16. Mr. Rizvi, learned Counsel for the applicant/accused has filed his affidavit showing the precarious condition in which the applicant/accused is undergoing in the present stage of his life. In the affidavit, it has been stated that the only son of the applicant, aged about 27 years, who was working as Branch Manager in Gati Cargo Management Service and who was bread-earner for the family, has died on 16-4-2000 under unfortunate circumstances on account of accidental injury. It is submitted that presently the applicant has burden of getting married one of his daughters who is aged about 26 years and to look after himself and his aged wife, and in case he is sentenced to suffer imprisonment, it would ruin the life of his wife and daughter who may not be married due to the stigma. Mr. Rizvi, therefore, submits that this Court should consider reduction in substantive sentence and in lieu of the same, the amount of fine can be increased. In support of his contention, Mr. Rizvi, has placed reliance on the cases of (1) B.C. Goswami v. Delhi Administration, ; (2) S. Natrajan v. State of Mysore, in which reliance was placed on B.C. Goswami's case (supra); and (3) Rameshwar Singh v. State of Jammu and Kashmir, A.I.R. 1992 S.C. 102; and made an earnest appeal for mercy. It is submitted that the conviction of the appellant having been upheld till this Court, the applicant/accused has no choice. It is further submitted that except for this case, there is no stigma insofar as the past record of the applicant/accused is concerned. Mr. Rizvi submits that the peculiar circumstances and the manner in which the offence is alleged to have been committed, indicates that it was in weaker moment of one's life that probably the applicant/accused felt that some parts of vehicle belonging to the Central Railway, which had met with an accident and was entrusted to him, could be utilized in repairing his own motor car and, therefore, just tried to utilize the same in his own car, as the fate would have it, and, therefore, this Court should condone the substantive sentence and pass appropriate orders.

17. Mr.
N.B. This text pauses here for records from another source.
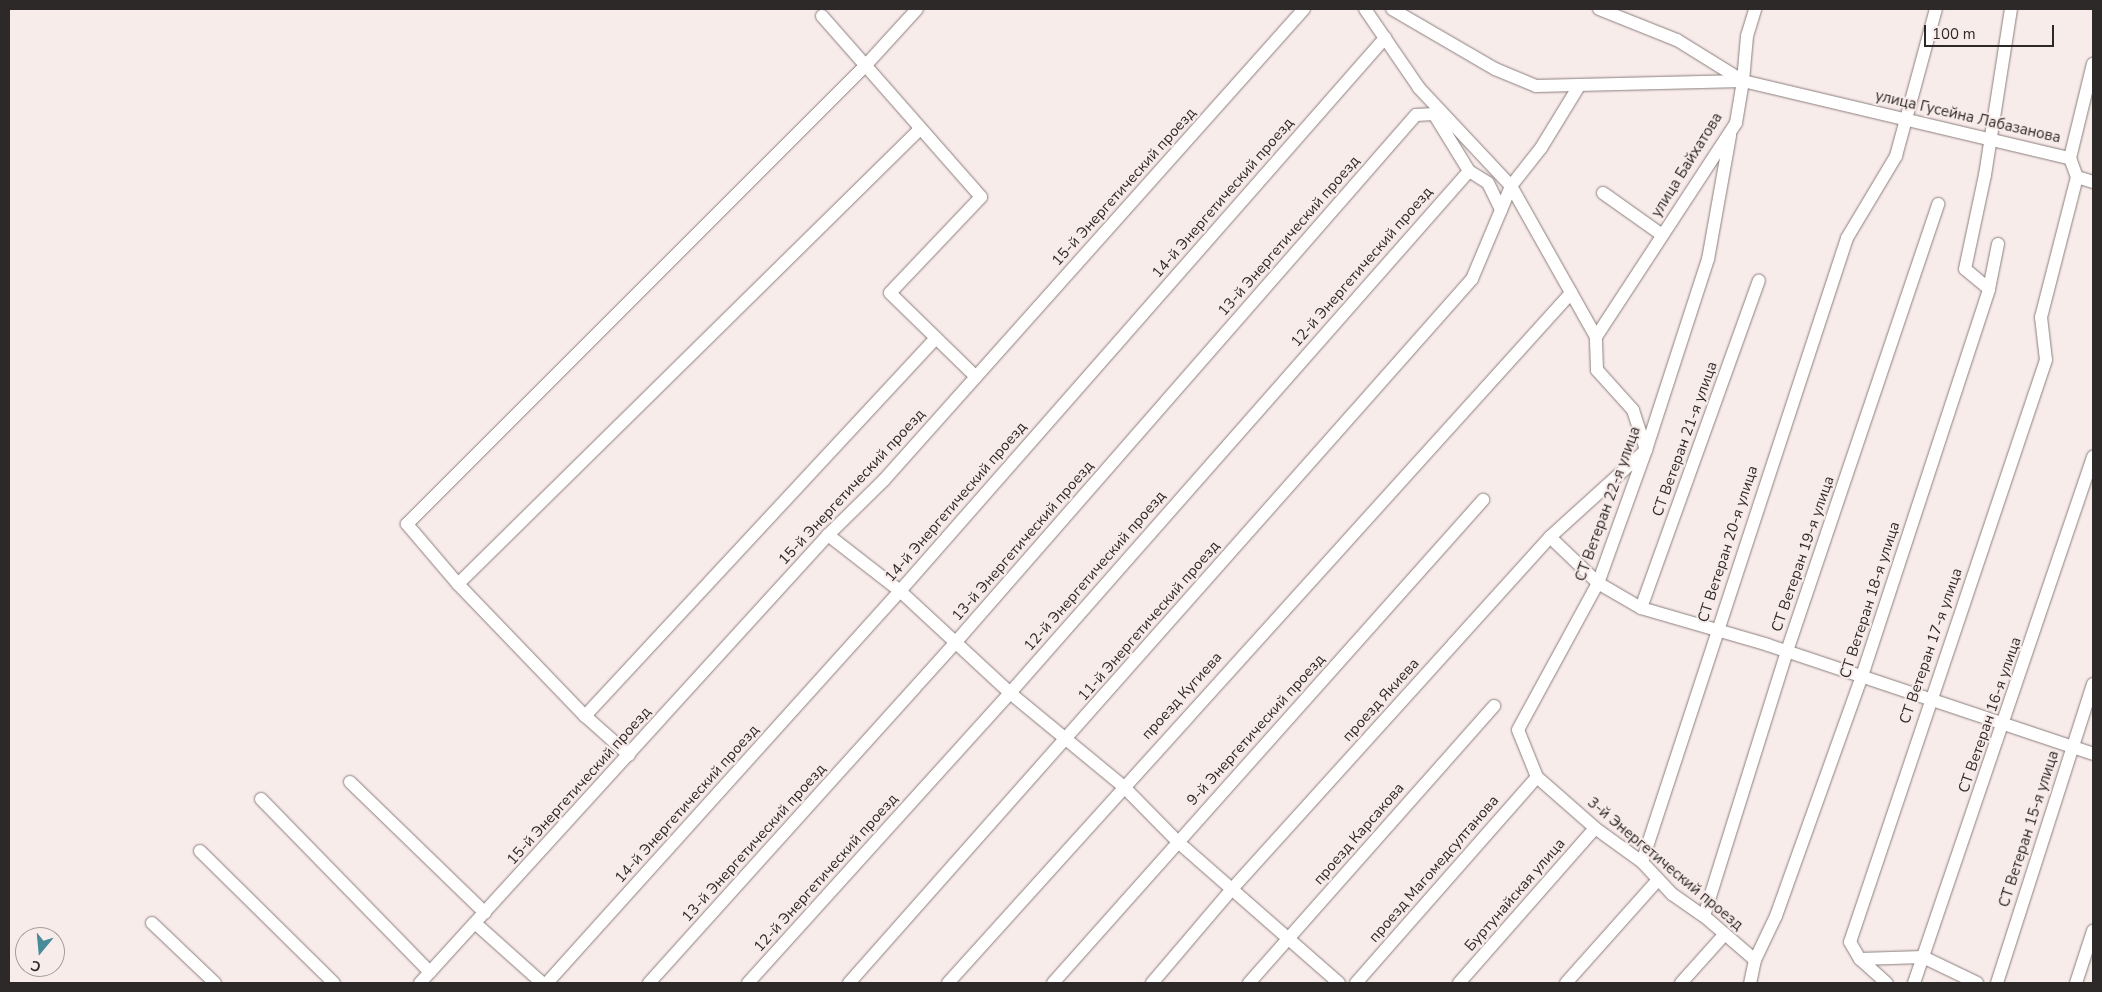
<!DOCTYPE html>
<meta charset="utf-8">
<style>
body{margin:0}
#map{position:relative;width:2102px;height:992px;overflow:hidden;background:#f8ecea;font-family:"Nunito Sans",sans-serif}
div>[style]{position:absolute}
.roads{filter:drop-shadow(0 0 1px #8b7f7e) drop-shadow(0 0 1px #8b7f7e)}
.minor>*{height:12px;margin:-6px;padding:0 6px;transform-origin:6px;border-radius:6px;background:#fff}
span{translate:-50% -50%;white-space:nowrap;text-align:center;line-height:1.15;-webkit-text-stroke:4px #f8ecea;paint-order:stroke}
.street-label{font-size:15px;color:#2e2929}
.frame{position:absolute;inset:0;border:10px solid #2e2929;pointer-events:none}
.north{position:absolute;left:15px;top:927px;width:50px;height:50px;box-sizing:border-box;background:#f8ecea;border:1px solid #a79e9d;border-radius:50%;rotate:197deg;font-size:14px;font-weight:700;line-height:20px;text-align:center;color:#2e2929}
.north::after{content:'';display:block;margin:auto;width:18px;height:22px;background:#468b97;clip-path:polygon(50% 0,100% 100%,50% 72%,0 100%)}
.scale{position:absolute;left:1924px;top:25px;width:130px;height:22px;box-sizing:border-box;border:2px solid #2e2929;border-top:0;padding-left:6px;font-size:15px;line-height:18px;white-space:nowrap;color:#2e2929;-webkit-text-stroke:4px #f8ecea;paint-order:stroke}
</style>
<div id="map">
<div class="roads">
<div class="minor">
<i style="left:1365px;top:9px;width:96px;rotate:55.6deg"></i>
<i style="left:1419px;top:88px;width:134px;rotate:46.8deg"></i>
<i style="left:1511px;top:186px;width:173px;rotate:60.6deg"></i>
<i style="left:1599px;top:9px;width:84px;rotate:21.7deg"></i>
<i style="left:1677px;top:40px;width:78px;rotate:31.8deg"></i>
<i style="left:1743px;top:81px;width:336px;rotate:13.3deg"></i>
<i style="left:2070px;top:158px;width:20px;rotate:70deg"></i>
<i style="left:2077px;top:177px;width:145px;rotate:104.4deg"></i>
<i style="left:2041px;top:317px;width:43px;rotate:83.4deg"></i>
<i style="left:2046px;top:360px;width:614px;rotate:108.61deg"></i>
<i style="left:1850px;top:942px;width:20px;rotate:60deg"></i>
<i style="left:1860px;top:959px;width:36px;rotate:42deg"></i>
<i style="left:822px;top:16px;width:241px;rotate:48.7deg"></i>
<i style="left:981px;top:197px;width:132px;rotate:133.5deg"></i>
<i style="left:890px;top:293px;width:120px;rotate:44.3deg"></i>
<i style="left:1743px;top:81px;width:45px;rotate:-84.9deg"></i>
<i style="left:1747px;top:36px;width:28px;rotate:-73deg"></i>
<i style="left:1730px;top:136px;width:125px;rotate:100.1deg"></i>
<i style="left:1708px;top:259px;width:201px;rotate:108deg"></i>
<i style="left:1646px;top:450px;width:141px;rotate:109.8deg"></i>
<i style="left:1598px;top:583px;width:167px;rotate:118.6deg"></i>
<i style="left:1518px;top:730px;width:51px;rotate:68deg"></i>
<i style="left:1537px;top:777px;width:77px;rotate:41.3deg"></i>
<i style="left:1595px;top:828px;width:58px;rotate:35.9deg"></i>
<i style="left:1642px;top:862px;width:44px;rotate:46.8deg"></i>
<i style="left:1672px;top:894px;width:39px;rotate:35deg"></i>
<i style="left:1704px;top:916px;width:67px;rotate:40.8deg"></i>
<i style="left:1755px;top:960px;width:24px;rotate:102deg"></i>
<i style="left:2070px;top:158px;width:97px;rotate:-76.3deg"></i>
<i style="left:2077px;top:177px;width:17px;rotate:17deg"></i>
<i style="left:1603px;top:193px;width:72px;rotate:35.4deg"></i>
<i style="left:1989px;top:289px;width:31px;rotate:-140deg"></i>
<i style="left:1965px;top:269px;width:96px;rotate:-78deg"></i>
<i style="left:1985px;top:175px;width:168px;rotate:-81.1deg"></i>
<i style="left:828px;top:535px;width:91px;rotate:37.9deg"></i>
<i style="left:900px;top:591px;width:150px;rotate:42.8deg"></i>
<i style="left:1010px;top:693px;width:146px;rotate:39.5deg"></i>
<i style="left:1123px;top:786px;width:78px;rotate:45.5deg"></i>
<i style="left:1178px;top:842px;width:214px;rotate:41.2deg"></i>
<i style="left:1550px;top:537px;width:66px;rotate:43.8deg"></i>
<i style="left:1598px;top:583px;width:50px;rotate:30.2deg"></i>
<i style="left:1641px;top:608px;width:132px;rotate:16.2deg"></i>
<i style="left:1768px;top:645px;width:343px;rotate:18.5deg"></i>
<i style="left:458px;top:584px;width:648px;rotate:-44.56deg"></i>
<i style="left:1641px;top:608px;width:348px;rotate:-70.2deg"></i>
<i style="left:585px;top:716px;width:516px;rotate:-47.12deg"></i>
<i style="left:629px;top:755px;width:59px;rotate:-138.4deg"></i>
<i style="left:585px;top:716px;width:183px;rotate:-133.9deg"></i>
<i style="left:458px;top:584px;width:79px;rotate:-130.4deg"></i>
<i style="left:407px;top:524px;width:648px;rotate:-45deg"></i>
<i style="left:865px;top:66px;width:77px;rotate:-47.6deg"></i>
<i style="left:350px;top:782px;width:188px;rotate:44.1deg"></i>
<i style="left:261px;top:799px;width:242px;rotate:45.7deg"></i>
<i style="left:200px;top:851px;width:188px;rotate:44.6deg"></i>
<i style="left:1642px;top:862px;width:657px;rotate:-71.81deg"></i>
<i style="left:1847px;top:238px;width:96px;rotate:-59.1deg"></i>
<i style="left:1896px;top:156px;width:152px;rotate:-74.8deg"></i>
<i style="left:1704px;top:916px;width:278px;rotate:-72.6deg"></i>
<i style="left:1787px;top:651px;width:472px;rotate:-71.3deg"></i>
<i style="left:152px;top:923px;width:87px;rotate:43.6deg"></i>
<i style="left:475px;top:923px;width:90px;rotate:41.8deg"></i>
<i style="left:1860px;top:959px;width:63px;rotate:-1.8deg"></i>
<i style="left:1923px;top:957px;width:60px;rotate:25.7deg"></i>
<i style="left:1755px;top:960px;width:49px;rotate:-64.5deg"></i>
<i style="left:1776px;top:916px;width:255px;rotate:-70.3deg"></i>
<i style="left:1862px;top:676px;width:407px;rotate:-71.8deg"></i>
<i style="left:1989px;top:289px;width:46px;rotate:-78.7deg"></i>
<i style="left:420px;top:983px;width:606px;rotate:-47.68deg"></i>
<i style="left:828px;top:535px;width:78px;rotate:-44.5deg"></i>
<i style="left:884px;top:480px;width:631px;rotate:-48.28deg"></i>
<i style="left:547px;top:983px;width:528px;rotate:-48deg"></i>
<i style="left:900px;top:591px;width:736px;rotate:-48.75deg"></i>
<i style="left:649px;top:983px;width:457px;rotate:-48deg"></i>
<i style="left:955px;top:643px;width:701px;rotate:-48.88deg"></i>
<i style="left:1416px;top:115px;width:18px;rotate:-3deg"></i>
<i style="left:1434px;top:114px;width:67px;rotate:58.4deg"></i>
<i style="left:1469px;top:171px;width:22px;rotate:32deg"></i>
<i style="left:1488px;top:183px;width:30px;rotate:64deg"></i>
<i style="left:748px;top:983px;width:391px;rotate:-47.9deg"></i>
<i style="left:1010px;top:693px;width:695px;rotate:-48.67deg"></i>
<i style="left:849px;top:983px;width:940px;rotate:-48.49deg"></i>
<i style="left:1472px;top:279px;width:101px;rotate:-67.2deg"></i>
<i style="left:1511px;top:186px;width:48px;rotate:-51.7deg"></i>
<i style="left:1541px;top:148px;width:73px;rotate:-58.5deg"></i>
<i style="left:948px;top:983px;width:930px;rotate:-47.92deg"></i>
<i style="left:1053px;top:983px;width:647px;rotate:-48.32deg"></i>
<i style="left:1152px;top:983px;width:123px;rotate:-49.6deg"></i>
<i style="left:1232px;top:889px;width:474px;rotate:-47.9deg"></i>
<i style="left:1550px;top:537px;width:130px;rotate:-42.2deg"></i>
<i style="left:1646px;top:450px;width:42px;rotate:-108deg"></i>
<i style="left:1633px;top:410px;width:54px;rotate:-132deg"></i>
<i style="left:1597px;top:370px;width:33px;rotate:-92deg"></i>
<i style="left:1596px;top:337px;width:256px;rotate:-56.8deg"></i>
<i style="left:1736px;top:123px;width:43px;rotate:-80.5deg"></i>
<i style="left:1743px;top:81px;width:207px;rotate:178.6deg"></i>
<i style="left:1536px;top:86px;width:44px;rotate:-157.5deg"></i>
<i style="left:1495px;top:69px;width:119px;rotate:-149.8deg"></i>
<i style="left:1249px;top:983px;width:370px;rotate:-48.5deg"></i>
<i style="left:1356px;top:983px;width:274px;rotate:-48.7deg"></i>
<i style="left:1459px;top:983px;width:206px;rotate:-48.7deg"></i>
<i style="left:1566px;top:983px;width:137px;rotate:-48.3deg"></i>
<i style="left:1681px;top:983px;width:64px;rotate:-48.1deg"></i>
<i style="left:1914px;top:983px;width:556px;rotate:-71.21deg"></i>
<i style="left:1997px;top:983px;width:314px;rotate:-72.2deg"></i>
<i style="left:2076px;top:983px;width:55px;rotate:-71.9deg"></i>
</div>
</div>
<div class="street-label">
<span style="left:1968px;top:117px;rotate:13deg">улица Гусейна Лабазанова</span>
<span style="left:1687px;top:165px;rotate:-58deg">улица Байхатова</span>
<span style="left:1124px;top:187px;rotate:-48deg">15-й Энергетический проезд</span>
<span style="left:1223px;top:198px;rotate:-49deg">14-й Энергетический проезд</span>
<span style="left:1289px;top:236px;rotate:-49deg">13-й Энергетический проезд</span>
<span style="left:1362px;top:267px;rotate:-49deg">12-й Энергетический проезд</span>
<span style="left:1685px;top:439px;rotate:-70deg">СТ Ветеран 21-я улица</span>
<span style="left:852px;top:487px;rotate:-47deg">15-й Энергетический проезд</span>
<span style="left:956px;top:502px;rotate:-49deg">14-й Энергетический проезд</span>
<span style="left:1608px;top:504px;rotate:-70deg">СТ Ветеран 22-я улица</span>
<span style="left:1023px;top:541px;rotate:-49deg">13-й Энергетический проезд</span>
<span style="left:1728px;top:544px;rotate:-72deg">СТ Ветеран 20-я улица</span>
<span style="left:1803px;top:554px;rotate:-71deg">СТ Ветеран 19-я улица</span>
<span style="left:1095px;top:571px;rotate:-49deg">12-й Энергетический проезд</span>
<span style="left:1870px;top:600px;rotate:-72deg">СТ Ветеран 18-я улица</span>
<span style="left:1149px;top:621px;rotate:-49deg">11-й Энергетический проезд</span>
<span style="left:1931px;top:646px;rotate:-71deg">СТ Ветеран 17-я улица</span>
<span style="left:1182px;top:696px;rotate:-48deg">проезд Кугиева</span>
<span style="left:1381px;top:700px;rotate:-48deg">проезд Якиева</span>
<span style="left:1990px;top:715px;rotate:-71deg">СТ Ветеран 16-я улица</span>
<span style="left:1256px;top:730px;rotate:-48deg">9-й Энергетический проезд</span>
<span style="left:579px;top:786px;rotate:-48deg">15-й Энергетический проезд</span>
<span style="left:687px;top:804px;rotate:-48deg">14-й Энергетический проезд</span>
<span style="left:2029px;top:829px;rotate:-72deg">СТ Ветеран 15-я улица</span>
<span style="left:1359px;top:834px;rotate:-49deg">проезд Карсакова</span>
<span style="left:754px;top:843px;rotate:-48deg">13-й Энергетический проезд</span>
<span style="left:1665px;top:864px;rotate:40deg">3-й Энергетический проезд</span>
<span style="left:1434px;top:869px;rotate:-49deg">проезд Магомедсултанова</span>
<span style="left:826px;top:873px;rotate:-48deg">12-й Энергетический проезд</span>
<span style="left:1515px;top:895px;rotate:-49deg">Буртунайская улица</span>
</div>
<div class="frame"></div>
<div class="north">С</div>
<div class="scale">100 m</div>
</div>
Khan, the learned Counsel for the respondent/CBI submits that the Court should not show any mercy to such persons who have misappropriated the Government property which was entrusted to them. It is submitted that such offenders should be sternly dealt with, as such tendency is on the rise and it is very difficult to detect, prosecute and get a conviction in such cases. It is submitted that it is only because of the secret information which the CBI got that the applicant was caught red-handed and, therefore, this Court should not show any mercy to the applicant/accused.

18. I have given my anxious consideration to the plea of mercy made on behalf of the applicant/accused, in the background that he was arrested and prosecuted for an offence registered ten years back. Considering the present condition of the family, viz., that the applicant/accused has no earning member left in the family and that a young unmarried daughter of about 26 years of age and the old wife whose health is also not good, probably sending the applicant/accused to jail would not subserve the ends of justice. In the circumstances, this Court is inclined to reduce the substantive sentence of imprisonment to "till rising of the Court" by increasing the amount of fine to a sum of Rs. 10,000/-.

19. Therefore, this Court maintains the conviction of the applicant/accused but allows the revision to the extent that the substantive sentence of the applicant/accused to suffer rigorous imprisonment for a period of six months on each count and to pay a fine of Rs. 1,000, or in default to suffer further rigorous imprisonment for one month on each count, is modified; instead the applicant/accused is sentenced to undergo the sentence still rising of the Court and to pay a fine of Rs. 10,000, on both the counts. In default of payment of fine, the applicant/accused to undergo rigorous imprisonment for six months. The applicant/accused has already deposited a sum of Rs. 2,000/- as fine. He may deposit the balance amount of Rs. 8,000/- in the trial Court, within a period of two weeks.

The operative part of the order be sent to the trial Court for compliance.